1979 Gabriel 400
- 1979 Gabriel 400 program cover
- Date: June 17, 1979
- Official name: Gabriel 400
- Location: Michigan International Speedway (Brooklyn, Michigan, USA)
- Course: Permanent racing facility
- Course length: 3.218 km (2.000 miles)
- Distance: 200 laps, 400 mi (643 km)
- Weather: Hot with temperatures of 90.9 °F (32.7 °C); wind speeds of 15 miles per hour (24 km/h)
- Average speed: 135.798 miles per hour (218.546 km/h)
- Attendance: 62,000

Pole position
- Driver: Neil Bonnett; / Wood Brothers Racing

Most laps led
- Driver: Buddy Baker / Ranier Racing
- Laps: 121

Winner
- No. 28: Buddy Baker / Ranier Racing

Television in the United States
- Network: ABC
- Announcers: Al Michaels Jackie Stewart

= 1979 Gabriel 400 =

Auto race held at Michigan International Speedway in 1979

The 1979 Gabriel 400 was a NASCAR Winston Cup Series race that took place on June 17, 1979, at Michigan International Speedway in Brooklyn, Michigan.

Roger Hamby's vehicle (driven by Steve Pfeiffer) crashes while racing at the 1979 Gabriel 400.

The NASCAR Winston Cup Series races that were being shown at Michigan International Speedway between the late-1970s and the late-1980s were exceptionally good by modern standards.

==Background==
Michigan International Speedway is a four-turn superspeedway that is 2 mi long. Opened in 1968, the track's turns are banked at eighteen degrees, while the 3,600-foot-long front stretch, the location of the finish line, is banked at twelve degrees. The back stretch, has a five degree banking and is 2,242 feet long.

==Race report==
Two hundred laps were done on a paved oval track spanning 2.000 mi. The total time of the race was two hours, fifty-six minutes, and forty-four seconds. There were six cautions for thirty-three laps with the race finishing under caution. Speeds were: 135.798 mi/h as the average and 162.371 mi/h as the pole position speed.

Sixty-two thousand fans managed to see Buddy Baker defeat Donnie Allison under caution. The race was also Bill Seifert's final start in addition to being Bill Elliott's 33rd start in the NASCAR Cup Series; Elliott would lead the first lap of his NASCAR Cup Series career during this event.

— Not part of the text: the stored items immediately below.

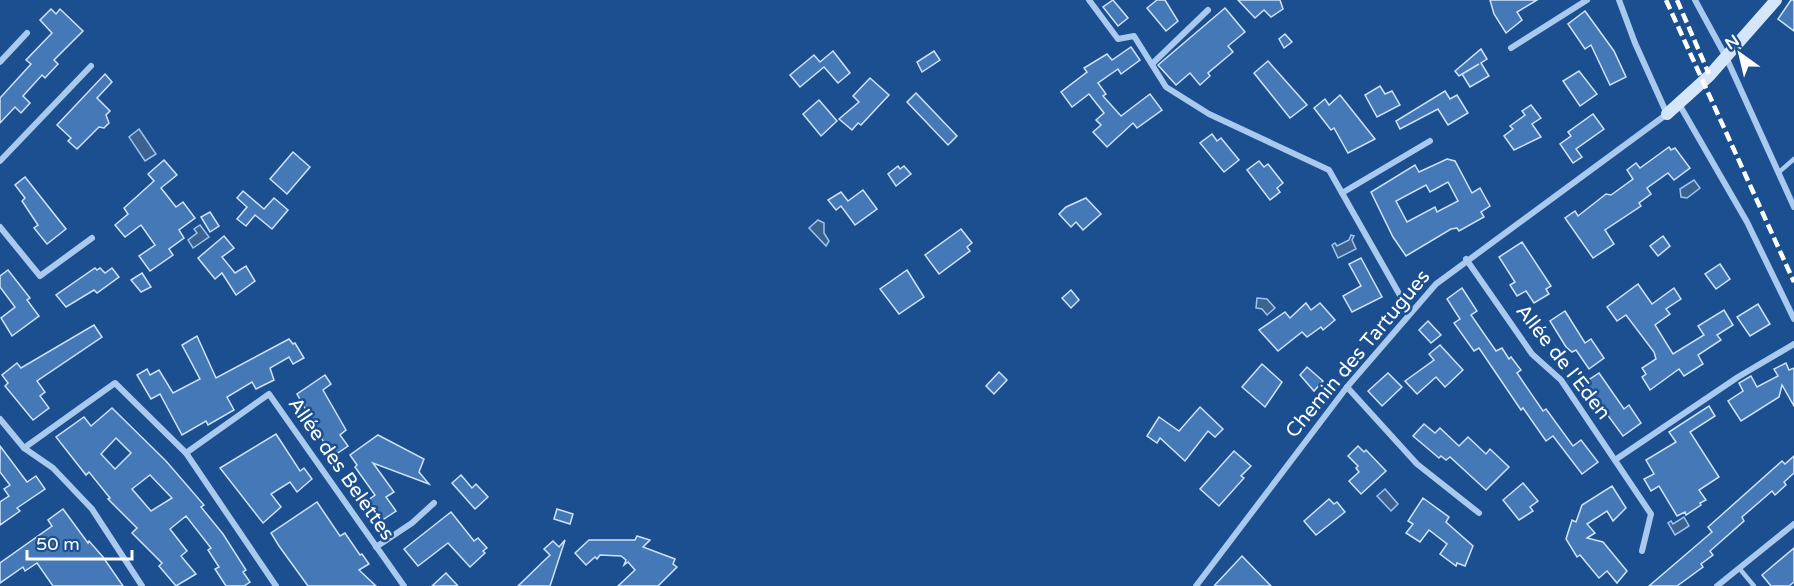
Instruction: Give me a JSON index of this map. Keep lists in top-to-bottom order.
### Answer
{
  "streets": {
    "street": ["Chemin des Tartugues", "Allée de l'Eden", "Allée des Belettes"]
  },
  "crossings": [
    ["Chemin des Tartugues", "Allée de l'Eden"]
  ],
  "scale_bar": "50 m",
  "north": "top left"
}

Other famous drivers like Darrell Waltrip (who retained the championship points lead after this race but lost it at the 1979 running of the Los Angeles Times 500 by 11 points), Richard Childress (now the owner of Richard Childress Racing), Benny Parsons, and Terry Labonte have participated in this race.

This was Marty Robbins' last race in his signature #42. He would switch to using a variety of different numbers from here on out, normally the #6. He changed numbers to free up the #42 for young Kyle Petty to use it, reviving his family's use of the digit his grandfather Lee Petty had made so famous.

Engine problems took out Bill Seifert on lap 32 in addition to Marty Robbins on lap 64 and Bill Green on lap 76. Problems with the vehicle's shocks eliminated Tommy Gale from the race on lap 84. Lap 97 would be very unkind to Paul Fess and Benny Parsons; whose vehicles would suffer from faulty engines. Joe Millikan would notice that his vehicle's engine stopped working on lap 103 while Roger Hamby would inflict terminal vehicle damage on lap 122. Further engine problems knocked David Sosebee out of the race on lap 135 and Ronnie Thomas on lap 150. Dave Marcis would inflict terminal vehicle damage on lap 173. Bob Burcham noticed that his vehicle's engine stopped working on lap 184. Frank Warren inflicted terminal vehicle damage on lap 186 while Darrell Waltrip had to leave the race due to a faulty engine on lap 197.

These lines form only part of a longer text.